Exercise details:
Quote the entries in full, character for character, without their images.

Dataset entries
-------------------------

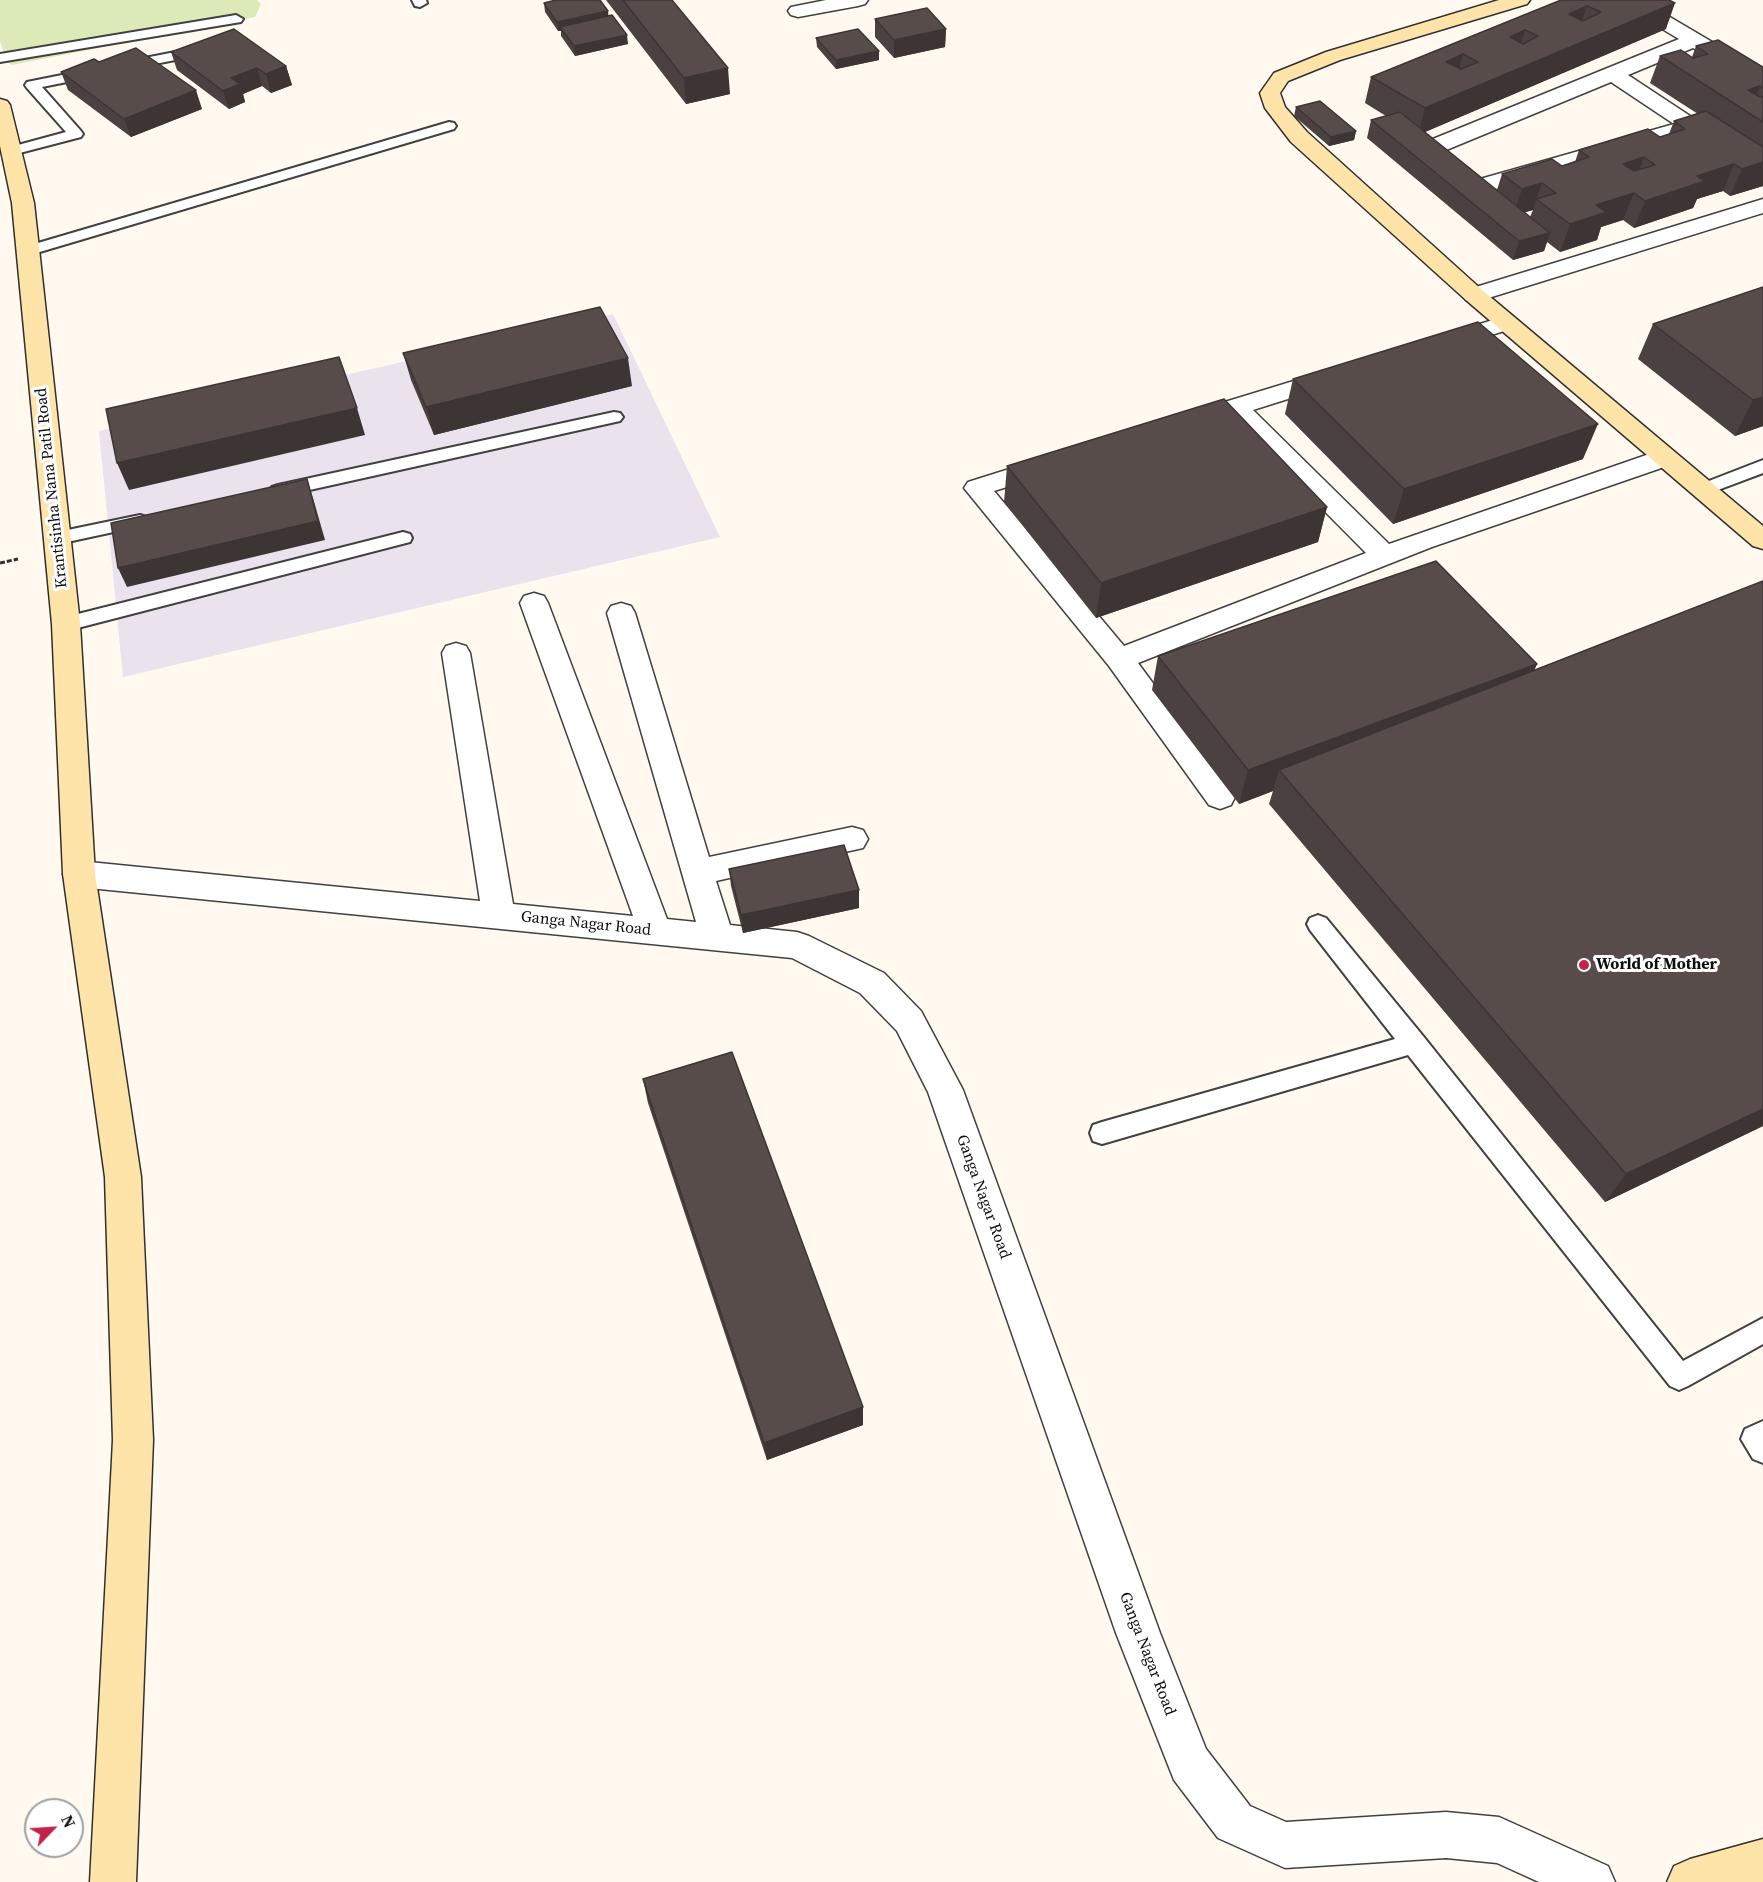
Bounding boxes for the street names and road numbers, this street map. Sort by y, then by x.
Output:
street label: Krantisinha Nana Patil Road [32,387,72,589]
street label: Ganga Nagar Road [520,908,652,940]
street label: Ganga Nagar Road [952,1132,1014,1262]
street label: Ganga Nagar Road [1115,1589,1179,1719]

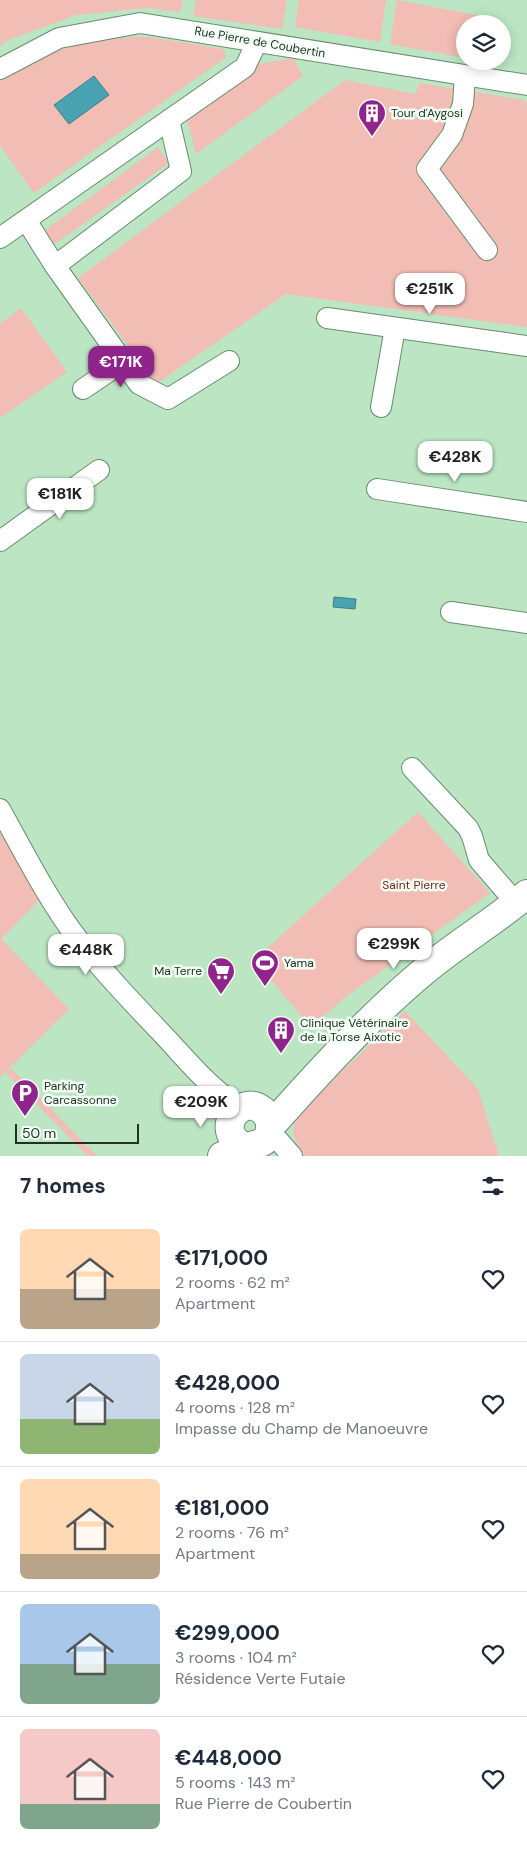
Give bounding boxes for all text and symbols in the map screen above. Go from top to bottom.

-------------------------

Written solution:
Bounding boxes for the street names and road numbers, this street map. Sort by y, then by x.
Output:
street label: Krantisinha Nana Patil Road [32,387,72,589]
street label: Ganga Nagar Road [520,908,652,940]
street label: Ganga Nagar Road [952,1132,1014,1262]
street label: Ganga Nagar Road [1115,1589,1179,1719]

Give bounding boxes for all text and symbols in the map screen above. Go from top to bottom.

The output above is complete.